Açıkçası, kaygı insandan insana bulaşabilen bir duygudur. Mesela çok sevdiğiniz bir yakınınızın geçirdiği önemli bir rahatsızlık sizin de yaşamınızı altüst edebilir. Bu doğaldır da. Bazen bu kişi çok yakınınız değil, ama bir iş arkadaşınız olabilir. Onun sorununu kendi içinizde hissedebilir ve belki de sizin de başınıza gelebileceği endişesini yaşamaya başlayabilirsiniz. Bunların hepsi sizi kaygıya sürükler. Bir yakınını kaybeden insanda, aniden bu kaygı tablosu gelişebilir ve uzun süreli bir depresyona ya da panik atağa dönüşebilir. Kişi evhamlıysa kaygıya yatkın oluyor. Burada daha önce de söylediğim gibi genetik faktörler de önem kazanıyor. (Kaygı Envanteri)
Kaygı konusunda davranış kalıplarının seçimi nasıl oluyor?
Düşünce sürecinin seçme ve karar verme aşamasında,
davranış kalıpları arasında 4 çeşit çatışma olasılığı vardır:
1. Yaklaşma-yaklaşma çatışması: Hoşlanılan, haz veren benzer iki davranış kalıbından birinin seçilmesi zorunlu olduğunda bu tip çatışma çıkar ortaya.
Aynı anda hem radyoda, hem televizyonda beğendiği bir programı dinlemek ya da izlemek zorunda kalan bir insanın; hem sevdiği bir arkadaşa, hem sinemaya gitmeyi düşünen bir gencin; hem eşiyle iyi geçinmek, hem de her akşam arkadaşlarıyla oturup bir iki kadeh içerek “gam dağıtmak”, “kafa bulmak” isteyen bir kocanın durumu bu tür çatışmaya örnektir.
2. Kaçma-kaçma çatışması: İnsanın elem veren, hoş olmayan iki davranış kalıbından birini seçmesi zorunlu olduğunda bu tip çatışma ortaya çıkar.
Midesinde ülser olan birinin, ağrı çekmek ile ameliyat olmak arasında seçim yapması; eşiyle anlaşamayan ve ayrılmayı tasarlayan bir kadının, yaşadığı çevrede dul bir kadının arkasından söylenecekleri, başına gelecekleri düşünmesi; sevmediği bir yemeği yemek istemeyen, ancak annesinin öfkelenmesinden korkan bir çocuğun durumu bu tür çatışmaya örnek olabilir. (Kaygı Endişe)

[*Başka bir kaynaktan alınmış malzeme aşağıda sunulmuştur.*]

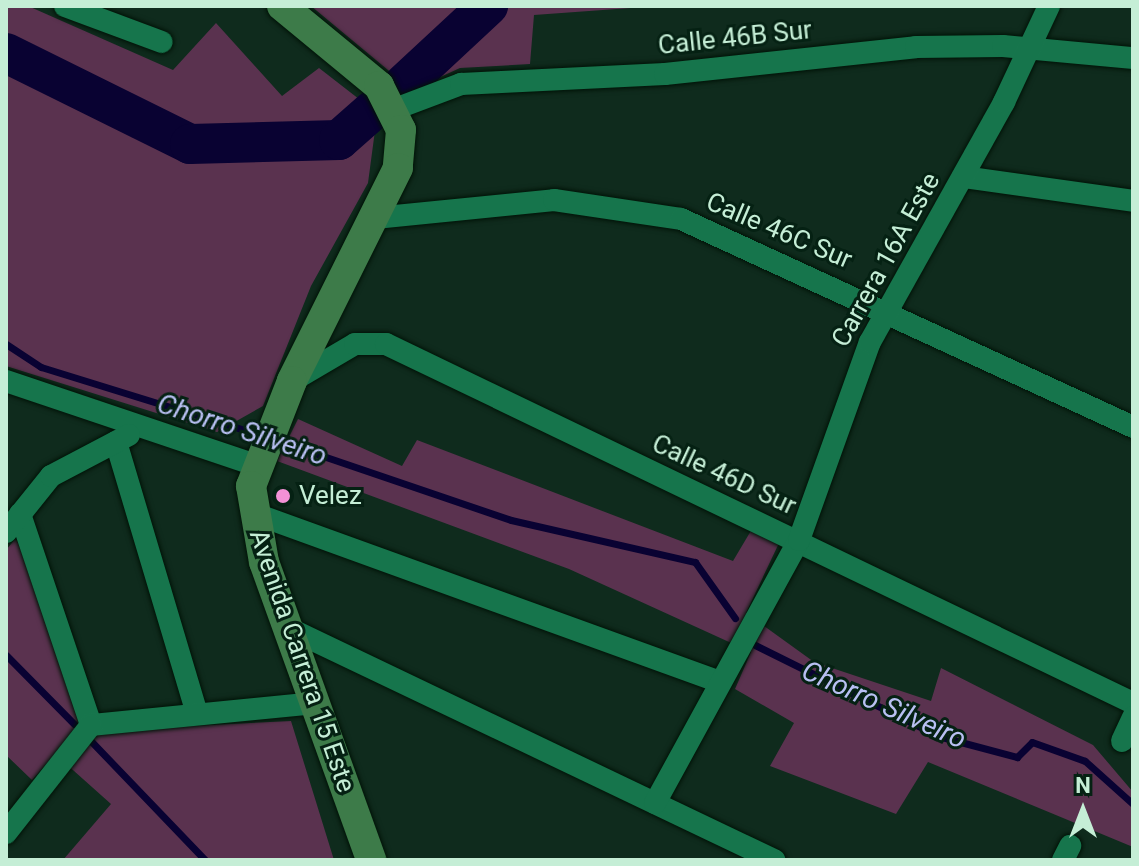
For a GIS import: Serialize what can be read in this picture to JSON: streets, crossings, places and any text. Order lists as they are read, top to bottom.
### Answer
{
  "streets": {
    "main road": ["Avenida Carrera 15 Este"],
    "street": [
      "Calle 46B Sur",
      "Calle 46C Sur",
      "Carrera 16A Este",
      "Calle 46D Sur"
    ]
  },
  "crossings": [
    ["Calle 46B Sur", "Carrera 16A Este"],
    ["Calle 46B Sur", "Avenida Carrera 15 Este"],
    ["Calle 46C Sur", "Carrera 16A Este"],
    ["Calle 46C Sur", "Avenida Carrera 15 Este"],
    ["Carrera 16A Este", "Calle 46D Sur"],
    ["Calle 46D Sur", "Avenida Carrera 15 Este"]
  ],
  "water": ["Chorro Silveiro"],
  "places": ["Velez"],
  "north": "top"
}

Günlük yaşamın basit, yalın akışı içinde, yaklaşma-yaklaşma; kaçma-kaçma çatışmaları çok fazla olmaz. İnsanların amaçları, beklentileri arttıkça, ekonomik ve kültür düzeyleri yükseldikçe, bu tür çatışmalar daha çok ortaya çıkar. Aynı gün ve aynı saatte iki yere davetli olan insan, gideceği davetin seçimini yapma konusunda zorluk çeker. Veya mikroptan ve pislikten korkan bir ev hanımı zararlı diye deterjan kullanmaktan çekinir, ama bir yandan da çamaşırlar ve bulaşıklar temizlenmedi diye üzülür.
3. Yaklaşma-kaçma çatışması: En sık görülen çatışma tipidir. Kaygı düzeyini yükselten temel etken olup, aynı zamanda zorlanmanın ve zorlanmaya bağlı bozukluk ve hastalıkların temel nedenidir. Bireyin haz veren, elem veren; hoşa giden, hoşa gitmeyen davranış kalıpları arasında seçim yapma zorunluluğu bu tür çatışmalara yol açar. Kuramsal olarak davranışın amacı, bireyin amaca yakın ya da uzak olması, davranış kalıplarının gücü, yaklaşma-kaçma biçimindeki kalıpların seçiminde rol oynar. Başka bir deyişle, bireylerin yaklaşma ya da kaçma biçimindeki davranış kalıplarından birini seçmesi, karar vermesi, bu kalıpların içerdiği güdülerin gücüne ve davranış amacına, bireyin bu amaca yakınlığına, uzaklığına bağlıdır. (Durumluk Kaygı)
4. İkili yaklaşma-kaçma çatışması: Bu durumda, yaklaşma-kaçma çatışması yaratan iki ya da daha fazla davranış kalıbından birinin seçimi için karar verilmesi söz konusudur.
Tıp fakültesini bitirdiğinde zorunlu hizmete gidecek olan hekim adayının, uzmanlık sınavını kazandığında zorunlu hizmetten kurtulup uzmanlık çalışmalarına başlaması bu tür çatışmaya örnektir.
Seçimde rol oynayan değişkenler, 4 grup içinde toplanabilen davranış biçimine yol açar
Amaca yaklaştıkça, yaklaşma biçimindeki davranış kalıplarının içerdiği güdülerin gücü artar. Kaçma biçimindeki davranış kalıplarının içerdiği güdülerin gücü azalır.